Being without the services of Loaves & Fishes meant that Fred’s source of food was dumpster diving. His circumstance deteriorated precipitously.

Fred is no longer in Sacramento; he's moved to the Bay Area. He is getting services there where he is still his troubled, big-hearted self.  I know this since we communicate over the internet.

Fred was unable to see his own actions objectively or to doubt that what he believed and did were the right things. There is a significant population of homeless guys who are like Fred in many ways. You could say that they are the source of their own undoing. But many have clearly evident mental-health issues that take over their lives. These, these are the people who most need homeless services, but paradoxically, they are the ones of us targeted to be denied at ethically-upside-down charities like Loaves & Fishes.

Fred would be a lead-pipe cinch to get a disability income, but with his wayward pride and curious logic, he disbelieves that he is anything other than the epitome of right thinking and, thus, ineligible for a disability check. While in New York City, and perhaps Chicago, functioning people can be made eligible for disability income without their explicit consent, that is not so in Sacramento (unless I am mistaken and things have changed rather recently).
Back to what’s happening in Walla Walla and what should be happening here:

In Walla Walla, behavior problems are addressed, instead of having people get stomped on. That doesn’t mean the high-school students aren’t punished, when appropriate; they are. But what is different is that an effort is made to address the problems, at their deep source [upbringing; addiction], and to not further upend people’s fragile lives.  The effort to be compassionate may sound weenie-liberal to many but it has been transformative at Lincoln High. It has lessened behavior problems and kept students in school-room seats, instead out on the harsh streets where the kids' problems are exacerbated.

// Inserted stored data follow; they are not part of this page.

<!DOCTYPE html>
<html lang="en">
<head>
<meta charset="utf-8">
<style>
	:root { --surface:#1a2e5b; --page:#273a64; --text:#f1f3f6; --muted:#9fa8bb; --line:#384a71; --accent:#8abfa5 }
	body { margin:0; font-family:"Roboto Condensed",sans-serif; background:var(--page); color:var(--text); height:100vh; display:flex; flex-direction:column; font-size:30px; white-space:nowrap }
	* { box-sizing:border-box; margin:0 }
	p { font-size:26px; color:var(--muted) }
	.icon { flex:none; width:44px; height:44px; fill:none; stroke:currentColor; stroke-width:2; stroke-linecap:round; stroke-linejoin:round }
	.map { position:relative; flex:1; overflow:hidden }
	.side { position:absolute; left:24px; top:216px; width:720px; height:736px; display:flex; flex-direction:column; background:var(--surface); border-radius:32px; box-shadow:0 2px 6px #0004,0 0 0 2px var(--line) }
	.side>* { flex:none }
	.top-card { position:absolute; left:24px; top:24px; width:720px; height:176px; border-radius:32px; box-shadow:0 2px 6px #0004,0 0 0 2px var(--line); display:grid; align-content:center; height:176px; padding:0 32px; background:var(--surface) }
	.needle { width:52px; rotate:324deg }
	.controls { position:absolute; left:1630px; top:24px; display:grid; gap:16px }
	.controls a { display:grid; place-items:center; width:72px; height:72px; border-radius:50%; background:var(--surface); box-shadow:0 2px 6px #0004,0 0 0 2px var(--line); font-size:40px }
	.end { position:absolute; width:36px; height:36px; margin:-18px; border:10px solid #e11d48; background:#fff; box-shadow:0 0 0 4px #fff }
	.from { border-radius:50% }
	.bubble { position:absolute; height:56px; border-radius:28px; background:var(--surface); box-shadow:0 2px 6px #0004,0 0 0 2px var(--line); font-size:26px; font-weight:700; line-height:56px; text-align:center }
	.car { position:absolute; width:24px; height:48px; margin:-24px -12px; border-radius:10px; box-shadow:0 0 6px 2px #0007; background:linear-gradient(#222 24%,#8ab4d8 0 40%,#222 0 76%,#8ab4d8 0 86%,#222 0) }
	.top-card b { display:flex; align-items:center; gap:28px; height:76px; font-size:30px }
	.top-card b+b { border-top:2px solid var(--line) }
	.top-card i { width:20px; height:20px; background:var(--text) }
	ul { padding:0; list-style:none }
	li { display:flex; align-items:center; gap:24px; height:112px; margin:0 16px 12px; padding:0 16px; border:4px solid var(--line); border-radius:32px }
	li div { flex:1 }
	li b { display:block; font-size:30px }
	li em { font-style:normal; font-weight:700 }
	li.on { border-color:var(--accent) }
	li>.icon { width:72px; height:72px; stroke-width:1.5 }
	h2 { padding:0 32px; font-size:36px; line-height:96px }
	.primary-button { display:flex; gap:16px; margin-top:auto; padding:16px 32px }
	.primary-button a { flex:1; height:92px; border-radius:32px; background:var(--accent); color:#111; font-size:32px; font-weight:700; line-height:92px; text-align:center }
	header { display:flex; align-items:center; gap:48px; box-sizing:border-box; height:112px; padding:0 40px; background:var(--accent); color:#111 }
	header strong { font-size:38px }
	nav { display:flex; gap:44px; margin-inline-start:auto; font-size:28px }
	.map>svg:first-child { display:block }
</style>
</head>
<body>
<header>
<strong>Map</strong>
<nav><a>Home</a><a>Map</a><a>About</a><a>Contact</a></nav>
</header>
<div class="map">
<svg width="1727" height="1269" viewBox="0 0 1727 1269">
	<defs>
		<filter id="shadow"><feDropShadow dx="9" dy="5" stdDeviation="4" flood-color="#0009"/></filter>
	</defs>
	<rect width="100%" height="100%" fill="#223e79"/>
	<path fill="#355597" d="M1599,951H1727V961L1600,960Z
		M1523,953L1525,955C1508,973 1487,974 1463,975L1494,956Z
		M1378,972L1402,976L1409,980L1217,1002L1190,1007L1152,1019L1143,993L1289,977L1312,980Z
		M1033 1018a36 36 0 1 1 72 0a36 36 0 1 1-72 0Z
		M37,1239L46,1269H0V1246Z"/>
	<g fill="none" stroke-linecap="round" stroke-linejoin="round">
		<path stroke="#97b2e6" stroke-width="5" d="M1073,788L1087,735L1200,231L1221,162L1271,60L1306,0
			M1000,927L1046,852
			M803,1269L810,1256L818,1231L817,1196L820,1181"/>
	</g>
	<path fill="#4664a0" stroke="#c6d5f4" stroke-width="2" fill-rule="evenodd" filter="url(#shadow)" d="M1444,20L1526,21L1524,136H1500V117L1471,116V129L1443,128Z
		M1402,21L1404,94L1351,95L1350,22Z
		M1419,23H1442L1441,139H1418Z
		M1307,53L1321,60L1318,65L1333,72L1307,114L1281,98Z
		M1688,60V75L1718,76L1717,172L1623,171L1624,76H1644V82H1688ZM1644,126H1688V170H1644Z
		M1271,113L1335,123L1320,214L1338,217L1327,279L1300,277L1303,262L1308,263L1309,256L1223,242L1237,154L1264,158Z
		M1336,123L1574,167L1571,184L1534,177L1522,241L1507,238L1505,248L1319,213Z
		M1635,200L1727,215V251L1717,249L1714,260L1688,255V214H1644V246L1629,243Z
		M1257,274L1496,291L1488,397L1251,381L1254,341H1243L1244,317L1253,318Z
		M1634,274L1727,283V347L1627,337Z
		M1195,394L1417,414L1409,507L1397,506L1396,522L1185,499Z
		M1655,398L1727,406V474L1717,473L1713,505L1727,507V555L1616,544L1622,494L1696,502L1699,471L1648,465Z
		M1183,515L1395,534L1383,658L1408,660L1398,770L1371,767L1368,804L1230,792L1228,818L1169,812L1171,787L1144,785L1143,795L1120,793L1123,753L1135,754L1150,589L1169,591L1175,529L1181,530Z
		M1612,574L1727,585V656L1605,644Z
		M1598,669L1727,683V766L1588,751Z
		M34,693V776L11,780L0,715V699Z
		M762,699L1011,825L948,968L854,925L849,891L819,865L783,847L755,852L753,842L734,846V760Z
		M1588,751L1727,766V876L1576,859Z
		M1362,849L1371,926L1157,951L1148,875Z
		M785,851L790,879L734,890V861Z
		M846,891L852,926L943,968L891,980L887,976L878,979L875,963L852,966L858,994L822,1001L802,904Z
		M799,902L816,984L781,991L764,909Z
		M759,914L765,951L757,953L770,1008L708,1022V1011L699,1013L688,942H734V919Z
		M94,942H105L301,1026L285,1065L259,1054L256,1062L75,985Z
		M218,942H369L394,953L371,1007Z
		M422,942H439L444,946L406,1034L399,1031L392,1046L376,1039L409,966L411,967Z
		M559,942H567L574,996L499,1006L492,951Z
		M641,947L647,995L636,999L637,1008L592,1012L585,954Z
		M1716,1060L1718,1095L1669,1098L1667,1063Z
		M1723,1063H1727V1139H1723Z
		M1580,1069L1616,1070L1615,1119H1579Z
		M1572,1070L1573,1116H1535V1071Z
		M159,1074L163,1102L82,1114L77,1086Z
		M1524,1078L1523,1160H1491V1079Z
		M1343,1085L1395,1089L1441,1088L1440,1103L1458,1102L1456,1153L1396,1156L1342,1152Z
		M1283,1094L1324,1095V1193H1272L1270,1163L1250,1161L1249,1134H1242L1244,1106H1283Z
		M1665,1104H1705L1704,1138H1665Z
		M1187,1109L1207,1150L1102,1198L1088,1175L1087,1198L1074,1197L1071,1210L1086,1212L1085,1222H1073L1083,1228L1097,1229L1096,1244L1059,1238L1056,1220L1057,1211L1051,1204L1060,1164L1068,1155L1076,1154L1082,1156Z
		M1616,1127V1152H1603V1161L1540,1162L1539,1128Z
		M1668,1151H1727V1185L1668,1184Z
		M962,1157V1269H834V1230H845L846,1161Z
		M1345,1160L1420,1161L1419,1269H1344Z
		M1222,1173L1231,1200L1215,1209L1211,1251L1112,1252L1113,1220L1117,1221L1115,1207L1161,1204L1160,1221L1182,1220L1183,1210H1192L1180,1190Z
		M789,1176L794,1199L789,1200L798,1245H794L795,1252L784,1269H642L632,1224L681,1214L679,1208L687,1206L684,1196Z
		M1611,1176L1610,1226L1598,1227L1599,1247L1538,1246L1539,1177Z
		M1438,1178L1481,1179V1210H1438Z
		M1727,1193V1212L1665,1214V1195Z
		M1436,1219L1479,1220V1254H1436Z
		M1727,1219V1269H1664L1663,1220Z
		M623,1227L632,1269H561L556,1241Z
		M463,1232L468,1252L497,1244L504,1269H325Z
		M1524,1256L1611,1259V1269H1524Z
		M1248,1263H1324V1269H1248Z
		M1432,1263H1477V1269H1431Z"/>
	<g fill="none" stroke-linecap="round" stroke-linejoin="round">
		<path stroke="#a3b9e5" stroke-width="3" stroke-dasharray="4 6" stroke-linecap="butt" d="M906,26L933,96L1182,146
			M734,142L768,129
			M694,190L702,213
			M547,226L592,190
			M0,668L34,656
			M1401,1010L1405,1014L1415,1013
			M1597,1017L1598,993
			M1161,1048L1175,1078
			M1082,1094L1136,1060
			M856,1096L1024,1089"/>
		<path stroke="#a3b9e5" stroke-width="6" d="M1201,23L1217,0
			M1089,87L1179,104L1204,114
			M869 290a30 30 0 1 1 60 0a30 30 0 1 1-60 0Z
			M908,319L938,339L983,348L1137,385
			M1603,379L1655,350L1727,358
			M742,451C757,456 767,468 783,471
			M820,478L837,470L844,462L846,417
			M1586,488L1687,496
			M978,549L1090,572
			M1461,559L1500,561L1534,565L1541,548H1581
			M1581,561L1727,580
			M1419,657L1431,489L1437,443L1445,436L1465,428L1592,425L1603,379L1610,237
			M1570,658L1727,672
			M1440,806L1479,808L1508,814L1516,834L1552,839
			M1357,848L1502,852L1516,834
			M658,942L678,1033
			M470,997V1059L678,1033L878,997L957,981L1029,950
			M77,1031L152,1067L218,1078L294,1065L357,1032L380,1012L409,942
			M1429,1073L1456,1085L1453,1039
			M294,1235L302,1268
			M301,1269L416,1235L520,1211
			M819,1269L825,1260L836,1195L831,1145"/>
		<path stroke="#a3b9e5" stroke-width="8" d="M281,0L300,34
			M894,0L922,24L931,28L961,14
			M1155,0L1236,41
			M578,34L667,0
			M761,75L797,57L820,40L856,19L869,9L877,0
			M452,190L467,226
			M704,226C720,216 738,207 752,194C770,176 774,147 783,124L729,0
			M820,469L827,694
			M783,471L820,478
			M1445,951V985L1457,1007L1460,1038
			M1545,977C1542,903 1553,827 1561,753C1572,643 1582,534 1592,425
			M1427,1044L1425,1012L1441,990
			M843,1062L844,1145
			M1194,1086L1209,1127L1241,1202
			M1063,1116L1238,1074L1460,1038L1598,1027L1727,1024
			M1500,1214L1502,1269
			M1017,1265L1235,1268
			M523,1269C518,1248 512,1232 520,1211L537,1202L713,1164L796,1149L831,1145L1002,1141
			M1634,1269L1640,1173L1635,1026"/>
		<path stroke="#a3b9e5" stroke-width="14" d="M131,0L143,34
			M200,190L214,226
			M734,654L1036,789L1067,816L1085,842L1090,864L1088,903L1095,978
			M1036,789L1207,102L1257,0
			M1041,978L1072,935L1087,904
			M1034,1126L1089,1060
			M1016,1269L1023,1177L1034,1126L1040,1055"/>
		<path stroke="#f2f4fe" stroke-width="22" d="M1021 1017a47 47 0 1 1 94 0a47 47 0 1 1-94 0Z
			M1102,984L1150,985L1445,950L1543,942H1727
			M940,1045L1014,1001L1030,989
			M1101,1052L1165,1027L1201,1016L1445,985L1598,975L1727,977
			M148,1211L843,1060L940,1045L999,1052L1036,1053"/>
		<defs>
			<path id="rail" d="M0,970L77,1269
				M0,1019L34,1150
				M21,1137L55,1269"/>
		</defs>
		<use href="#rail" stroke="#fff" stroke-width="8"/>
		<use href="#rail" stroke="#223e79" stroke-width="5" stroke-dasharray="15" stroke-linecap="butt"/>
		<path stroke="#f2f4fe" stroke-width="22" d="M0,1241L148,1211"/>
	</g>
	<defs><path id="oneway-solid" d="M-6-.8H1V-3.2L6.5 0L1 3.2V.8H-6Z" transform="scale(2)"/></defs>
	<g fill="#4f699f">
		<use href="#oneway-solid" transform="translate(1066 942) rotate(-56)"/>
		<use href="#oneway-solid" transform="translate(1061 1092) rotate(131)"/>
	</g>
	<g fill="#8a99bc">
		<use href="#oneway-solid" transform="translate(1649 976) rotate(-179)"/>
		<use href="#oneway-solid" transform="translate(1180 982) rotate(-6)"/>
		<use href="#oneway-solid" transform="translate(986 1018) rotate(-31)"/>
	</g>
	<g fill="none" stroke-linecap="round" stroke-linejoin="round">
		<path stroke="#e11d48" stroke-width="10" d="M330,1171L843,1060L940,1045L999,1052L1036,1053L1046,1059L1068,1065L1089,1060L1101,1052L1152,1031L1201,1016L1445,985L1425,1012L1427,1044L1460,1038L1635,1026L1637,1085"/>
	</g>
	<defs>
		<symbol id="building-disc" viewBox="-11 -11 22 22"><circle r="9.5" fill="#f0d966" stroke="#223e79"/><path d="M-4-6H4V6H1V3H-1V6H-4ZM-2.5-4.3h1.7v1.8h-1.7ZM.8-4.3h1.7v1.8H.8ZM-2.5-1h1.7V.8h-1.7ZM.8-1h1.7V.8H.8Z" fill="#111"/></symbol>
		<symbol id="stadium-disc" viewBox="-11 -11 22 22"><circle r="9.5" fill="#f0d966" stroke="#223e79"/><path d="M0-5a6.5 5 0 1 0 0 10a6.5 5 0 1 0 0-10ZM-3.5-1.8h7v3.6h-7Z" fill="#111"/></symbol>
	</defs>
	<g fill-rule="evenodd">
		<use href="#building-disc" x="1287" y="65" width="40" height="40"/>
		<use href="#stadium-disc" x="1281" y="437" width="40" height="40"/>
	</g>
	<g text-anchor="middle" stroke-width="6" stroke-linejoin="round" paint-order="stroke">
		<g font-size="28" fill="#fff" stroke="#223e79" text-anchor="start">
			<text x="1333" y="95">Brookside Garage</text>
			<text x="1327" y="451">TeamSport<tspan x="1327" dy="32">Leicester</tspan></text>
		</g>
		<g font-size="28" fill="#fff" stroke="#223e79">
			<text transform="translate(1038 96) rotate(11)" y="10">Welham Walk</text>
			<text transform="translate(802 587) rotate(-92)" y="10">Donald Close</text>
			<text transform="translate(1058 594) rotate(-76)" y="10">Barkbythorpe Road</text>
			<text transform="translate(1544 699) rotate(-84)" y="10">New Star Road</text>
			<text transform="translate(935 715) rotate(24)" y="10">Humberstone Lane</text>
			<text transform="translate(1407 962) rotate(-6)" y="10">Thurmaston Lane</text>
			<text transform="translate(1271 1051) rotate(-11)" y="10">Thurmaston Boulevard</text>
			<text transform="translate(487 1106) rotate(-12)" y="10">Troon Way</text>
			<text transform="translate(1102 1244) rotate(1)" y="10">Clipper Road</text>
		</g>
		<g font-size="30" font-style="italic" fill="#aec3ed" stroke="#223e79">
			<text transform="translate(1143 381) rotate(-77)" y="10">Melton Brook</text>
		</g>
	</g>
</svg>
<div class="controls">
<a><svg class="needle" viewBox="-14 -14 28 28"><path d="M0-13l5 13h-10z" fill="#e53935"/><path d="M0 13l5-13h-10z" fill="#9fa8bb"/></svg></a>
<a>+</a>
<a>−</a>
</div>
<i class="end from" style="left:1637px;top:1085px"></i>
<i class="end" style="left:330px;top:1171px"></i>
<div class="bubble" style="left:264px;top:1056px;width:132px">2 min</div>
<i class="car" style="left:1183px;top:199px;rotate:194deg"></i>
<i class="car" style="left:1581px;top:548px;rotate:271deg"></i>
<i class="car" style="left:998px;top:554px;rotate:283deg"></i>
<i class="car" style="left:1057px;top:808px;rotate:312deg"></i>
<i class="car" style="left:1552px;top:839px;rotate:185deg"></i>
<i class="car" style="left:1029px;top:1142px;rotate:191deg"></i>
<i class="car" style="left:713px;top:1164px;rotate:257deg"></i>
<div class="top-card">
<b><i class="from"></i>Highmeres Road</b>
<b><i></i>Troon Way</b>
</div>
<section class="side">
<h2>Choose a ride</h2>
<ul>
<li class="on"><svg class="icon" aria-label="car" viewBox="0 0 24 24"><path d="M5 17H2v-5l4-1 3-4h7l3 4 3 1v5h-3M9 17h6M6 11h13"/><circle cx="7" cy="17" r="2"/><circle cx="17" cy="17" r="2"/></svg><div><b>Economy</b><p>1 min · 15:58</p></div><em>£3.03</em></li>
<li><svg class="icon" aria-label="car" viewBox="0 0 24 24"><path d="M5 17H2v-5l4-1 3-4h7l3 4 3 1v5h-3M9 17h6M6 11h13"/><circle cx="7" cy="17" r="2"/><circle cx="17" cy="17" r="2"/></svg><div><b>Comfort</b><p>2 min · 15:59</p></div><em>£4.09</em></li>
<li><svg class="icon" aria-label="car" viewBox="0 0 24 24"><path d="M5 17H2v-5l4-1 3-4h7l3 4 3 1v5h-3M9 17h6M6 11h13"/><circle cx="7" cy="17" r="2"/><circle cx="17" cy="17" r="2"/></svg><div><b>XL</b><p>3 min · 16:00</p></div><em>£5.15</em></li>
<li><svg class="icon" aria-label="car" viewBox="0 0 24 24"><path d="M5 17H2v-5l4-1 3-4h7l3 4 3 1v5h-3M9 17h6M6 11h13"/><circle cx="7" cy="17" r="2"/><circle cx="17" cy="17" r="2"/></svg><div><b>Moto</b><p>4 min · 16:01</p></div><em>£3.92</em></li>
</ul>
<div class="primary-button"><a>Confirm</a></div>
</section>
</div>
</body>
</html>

The directors of Friendship Park at Loaves & Fish, the prime gathering ground for homeless folk, should be reticent to ever banish anyone and when there is a need to put people out for a while, it should be for a very short duration. And when the period that someone is banished ends, or even before then, Loaves & Fishes should find ‘the lost sheep’ and fetch him or her back with welcoming arms and a ham sandwich at the ready.

A Walla Walla-like effort would restore the lives of many homeless people and it would certainly transform the Orwellian hellhole that is Loaves & Fishes, if that is at all possible.

As for the mission, much of what Walla Walla does is a part of its transformational Rehab Program. Of course, with the mission the compassion is dispensed in a Christian framework. As I wrote earlier, the mission is less punitive and more aware of individual homeless people and their circumstance than knee-jerk, purblind Loaves & Fishes.
We are relational beings. The damage to our sense of self that we experience is nearly always relational, and if there is to be healing of that damage, that too must be relational - it requires mirroring, validation, and the sense of human connection that is vital to sanity for all of us.
- Bill Harryman    .
Note:  Since the Akin thing is hot news these days, I feel I should add that I, the author of this essay, am in accord with Hillary Clinton with regard to abortion.  It should be safe, legal and rare.  That is, women who do not want to become pregnant should assiduously safeguard against pregnancy.  But should they become pregnant, their bodies are theirs and they should have access to having a safe, legal abortion.